> [Work request] Return only the lines below starting at the line containing "Where are all" and ending at the line containing "Localize all labels, symbols", both included, exactly as they are and with no pictures.

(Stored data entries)
============

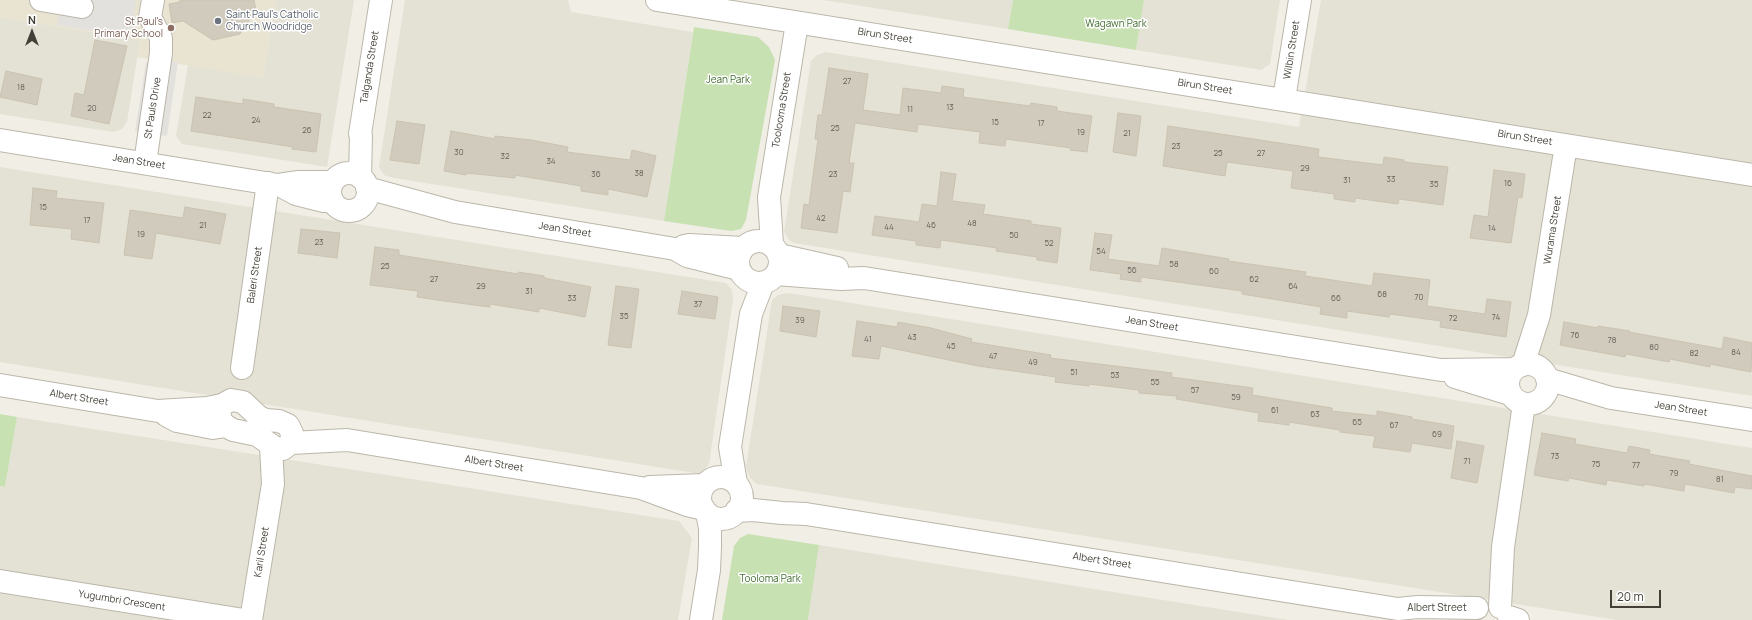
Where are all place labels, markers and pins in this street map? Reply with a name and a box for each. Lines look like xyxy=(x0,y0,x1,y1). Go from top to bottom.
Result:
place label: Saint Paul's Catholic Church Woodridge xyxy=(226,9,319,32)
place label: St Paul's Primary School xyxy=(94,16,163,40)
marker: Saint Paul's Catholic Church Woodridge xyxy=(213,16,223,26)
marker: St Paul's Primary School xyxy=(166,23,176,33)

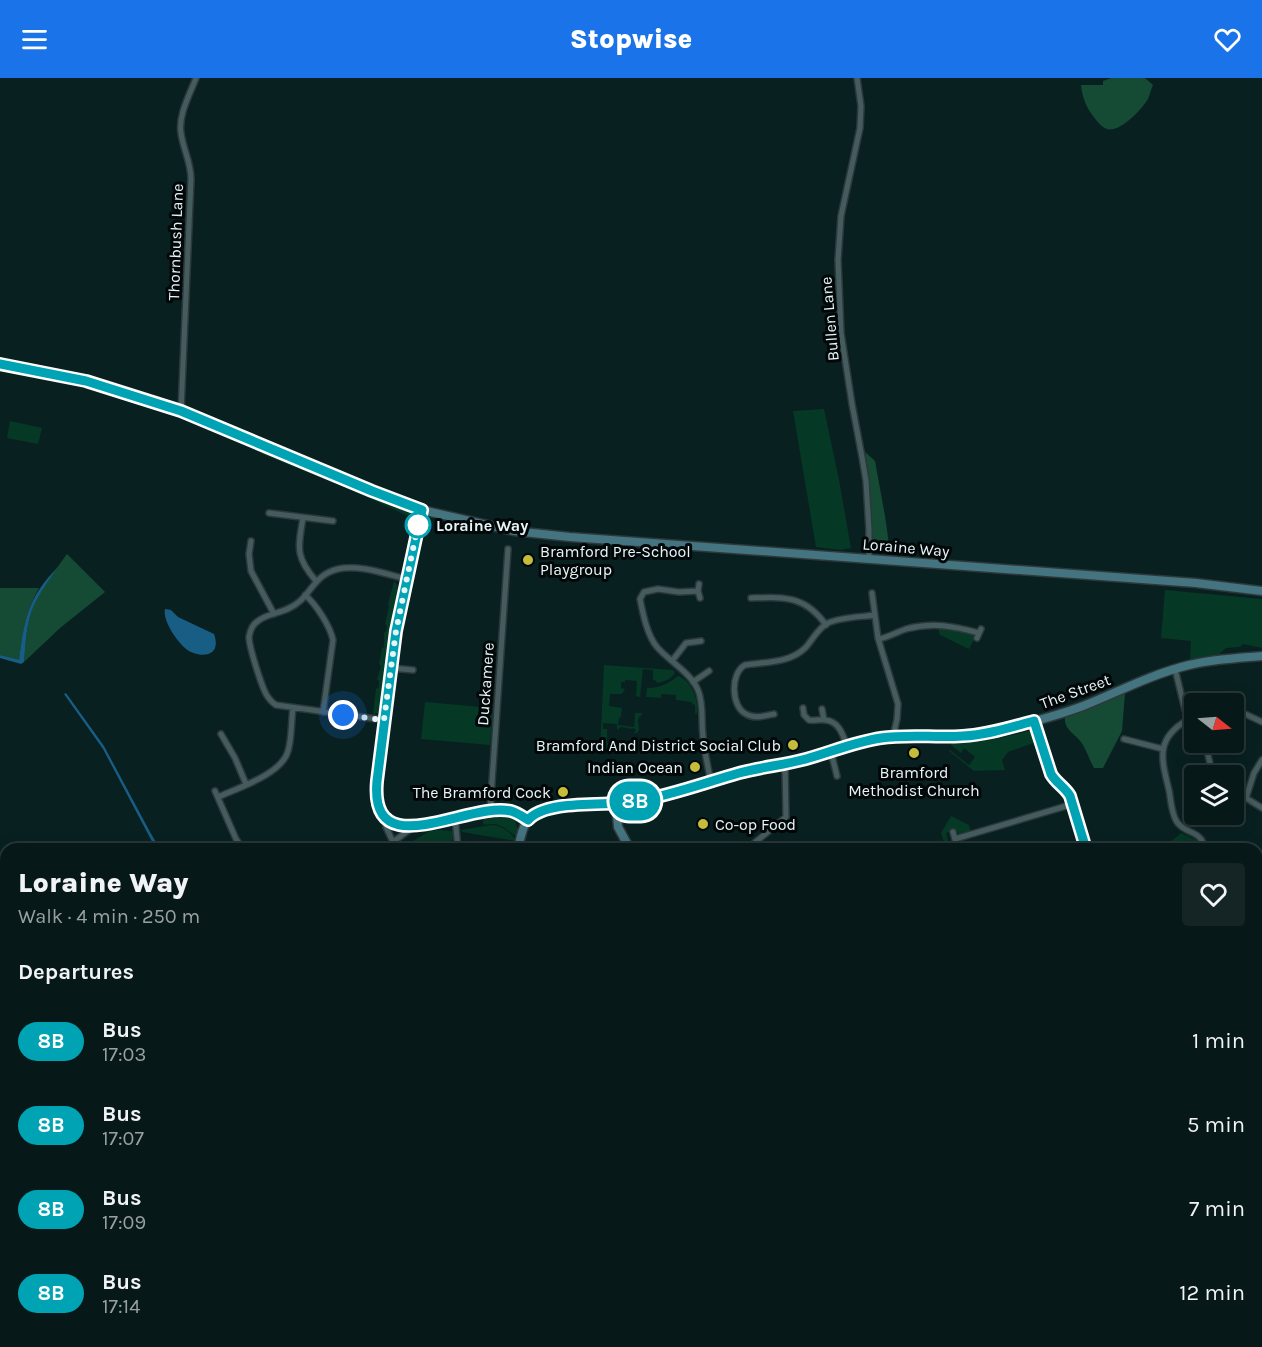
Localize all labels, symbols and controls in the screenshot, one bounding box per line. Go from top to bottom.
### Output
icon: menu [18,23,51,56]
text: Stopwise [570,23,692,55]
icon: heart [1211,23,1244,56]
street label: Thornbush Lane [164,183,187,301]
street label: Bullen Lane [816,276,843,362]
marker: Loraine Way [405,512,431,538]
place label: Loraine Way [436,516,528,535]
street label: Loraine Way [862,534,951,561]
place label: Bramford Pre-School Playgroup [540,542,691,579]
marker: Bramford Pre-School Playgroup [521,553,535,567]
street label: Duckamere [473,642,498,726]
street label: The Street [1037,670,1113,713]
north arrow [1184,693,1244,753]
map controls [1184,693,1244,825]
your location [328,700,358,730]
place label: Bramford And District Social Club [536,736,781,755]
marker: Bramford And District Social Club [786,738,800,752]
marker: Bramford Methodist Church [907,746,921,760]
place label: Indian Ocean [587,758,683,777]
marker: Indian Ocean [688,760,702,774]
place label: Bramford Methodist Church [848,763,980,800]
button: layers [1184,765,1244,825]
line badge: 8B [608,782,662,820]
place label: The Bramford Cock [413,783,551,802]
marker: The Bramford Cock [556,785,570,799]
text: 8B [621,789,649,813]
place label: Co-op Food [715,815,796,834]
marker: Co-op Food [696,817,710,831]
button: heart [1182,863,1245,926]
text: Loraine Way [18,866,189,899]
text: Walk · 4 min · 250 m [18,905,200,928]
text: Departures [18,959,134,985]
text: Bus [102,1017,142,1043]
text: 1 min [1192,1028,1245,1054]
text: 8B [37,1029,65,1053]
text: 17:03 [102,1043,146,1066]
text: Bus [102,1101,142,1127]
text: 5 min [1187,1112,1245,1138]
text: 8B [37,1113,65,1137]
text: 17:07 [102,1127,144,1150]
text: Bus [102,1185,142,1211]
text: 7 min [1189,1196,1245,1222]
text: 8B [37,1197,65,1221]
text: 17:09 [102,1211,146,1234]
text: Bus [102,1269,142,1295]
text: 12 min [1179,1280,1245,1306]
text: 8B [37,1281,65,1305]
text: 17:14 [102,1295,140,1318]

============

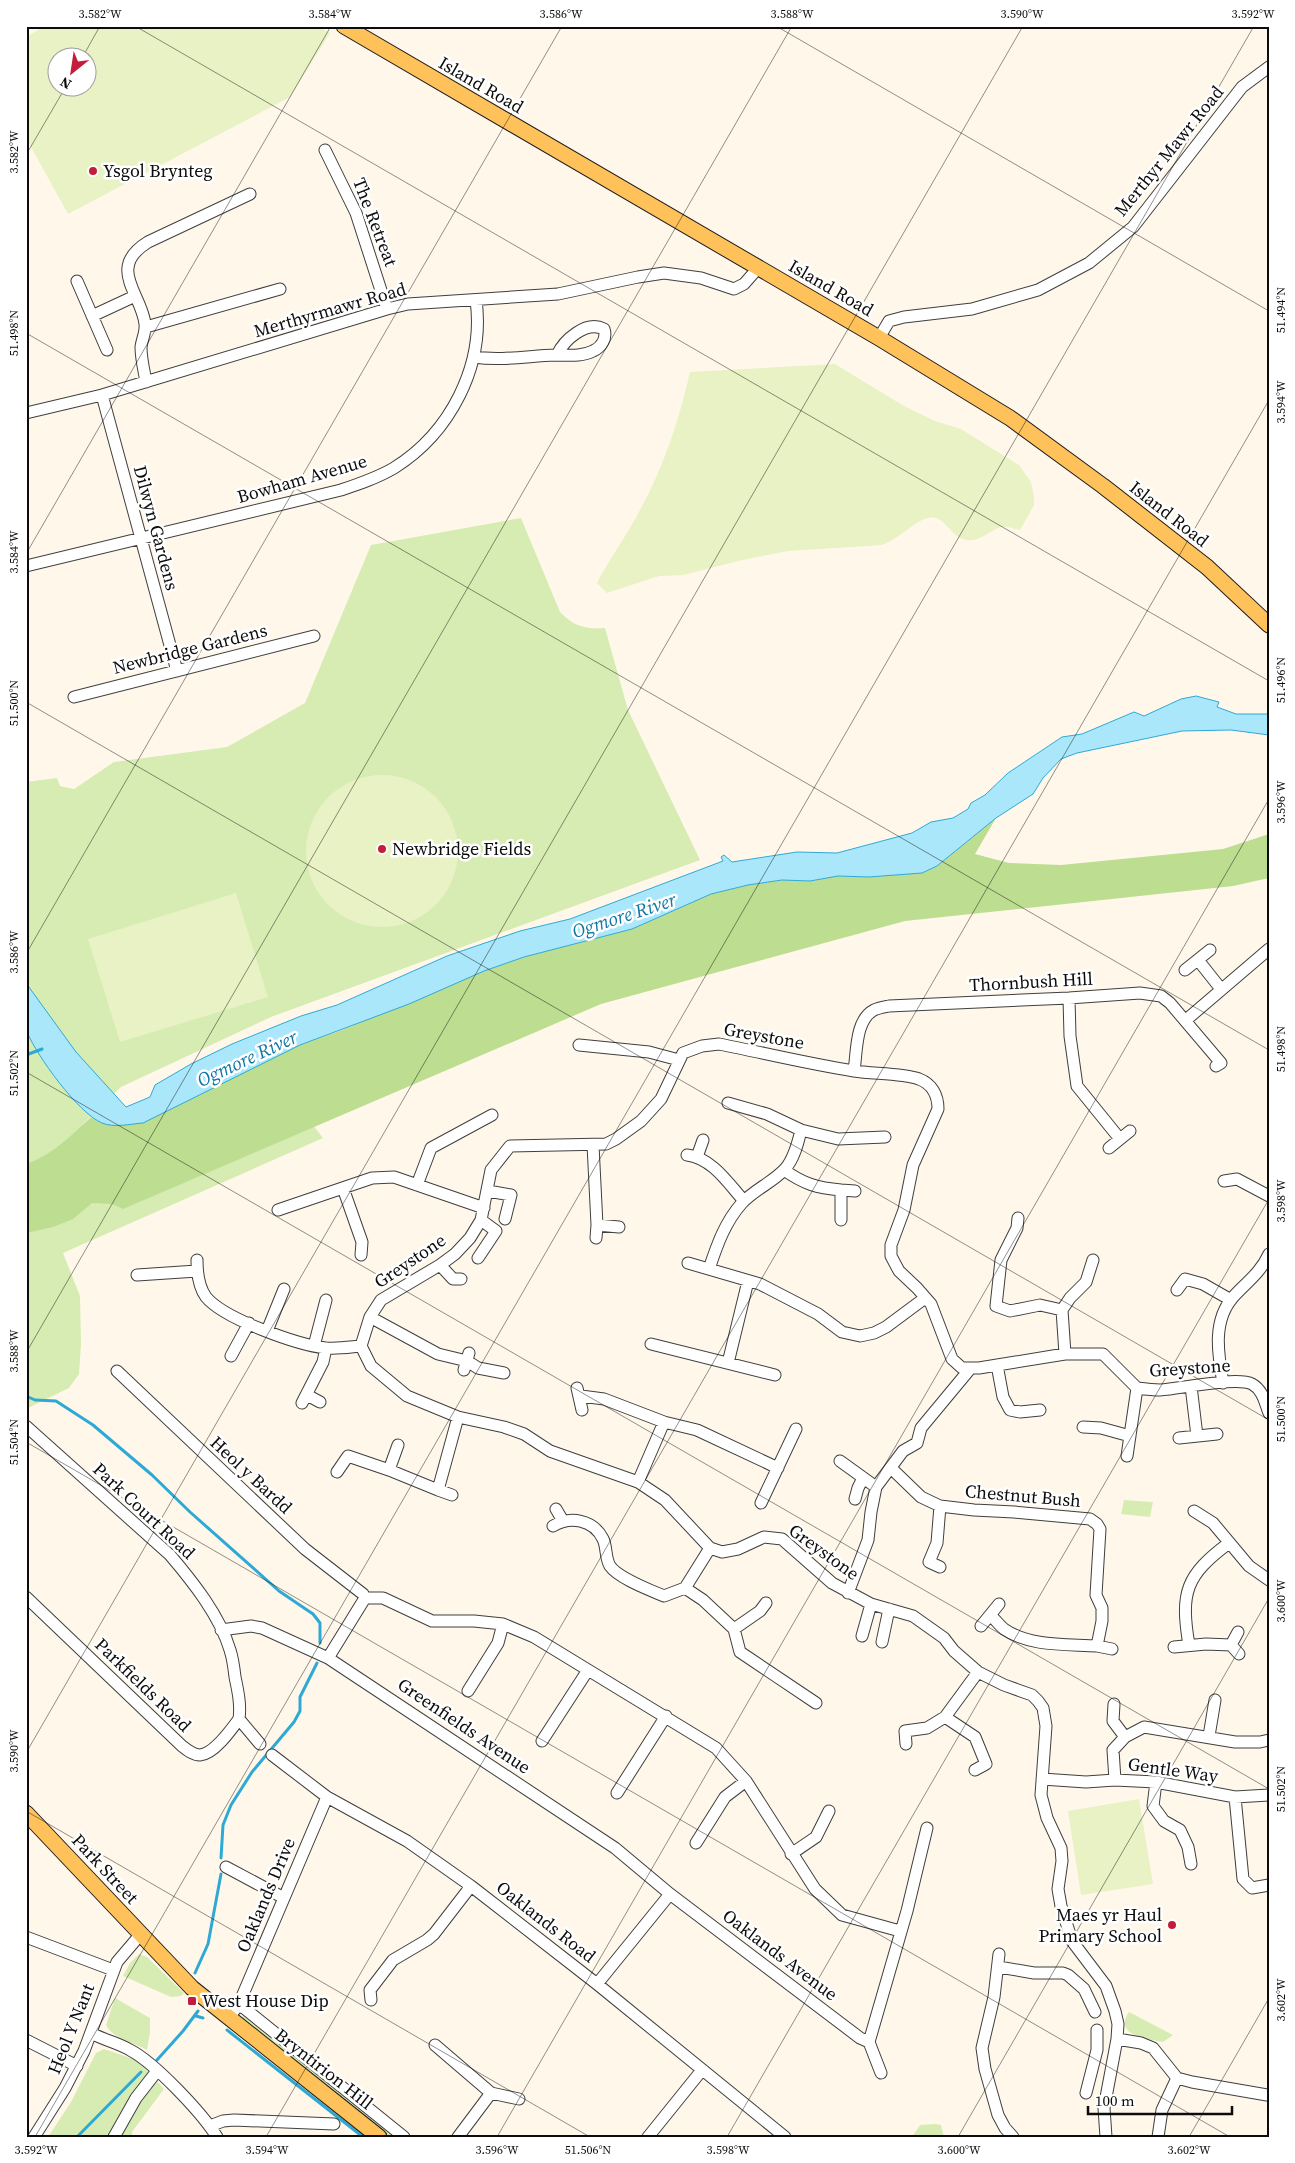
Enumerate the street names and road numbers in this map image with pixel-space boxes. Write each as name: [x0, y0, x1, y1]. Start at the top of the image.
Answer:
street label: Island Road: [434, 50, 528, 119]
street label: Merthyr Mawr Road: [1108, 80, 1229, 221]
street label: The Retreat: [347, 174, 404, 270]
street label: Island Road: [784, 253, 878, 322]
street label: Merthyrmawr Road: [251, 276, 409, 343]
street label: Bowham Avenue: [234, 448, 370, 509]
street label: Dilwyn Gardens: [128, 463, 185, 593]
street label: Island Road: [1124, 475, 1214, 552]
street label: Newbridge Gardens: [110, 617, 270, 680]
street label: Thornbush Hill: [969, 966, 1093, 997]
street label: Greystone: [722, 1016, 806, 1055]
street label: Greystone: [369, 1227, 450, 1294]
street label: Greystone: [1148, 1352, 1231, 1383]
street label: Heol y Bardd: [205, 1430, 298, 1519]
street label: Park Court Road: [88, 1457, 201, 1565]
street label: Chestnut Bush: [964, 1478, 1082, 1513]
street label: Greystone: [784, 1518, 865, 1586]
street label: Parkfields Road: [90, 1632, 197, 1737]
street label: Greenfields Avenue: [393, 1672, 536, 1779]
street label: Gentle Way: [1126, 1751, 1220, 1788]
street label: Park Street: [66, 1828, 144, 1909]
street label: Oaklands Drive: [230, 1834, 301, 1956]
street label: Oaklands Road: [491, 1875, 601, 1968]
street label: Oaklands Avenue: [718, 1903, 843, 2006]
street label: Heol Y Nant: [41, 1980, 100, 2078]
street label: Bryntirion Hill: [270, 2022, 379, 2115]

============

> [Exercise answer]
Where are all place labels, markers and pins in this street map? Reply with a name and a box for each. Lines look like xyxy=(x0,y0,x1,y1). Go from top to bottom.
Result:
place label: Saint Paul's Catholic Church Woodridge xyxy=(226,9,319,32)
place label: St Paul's Primary School xyxy=(94,16,163,40)
marker: Saint Paul's Catholic Church Woodridge xyxy=(213,16,223,26)
marker: St Paul's Primary School xyxy=(166,23,176,33)

Localize all labels, symbols and controls in the screenshot, one bounding box per line. Go from top to bottom.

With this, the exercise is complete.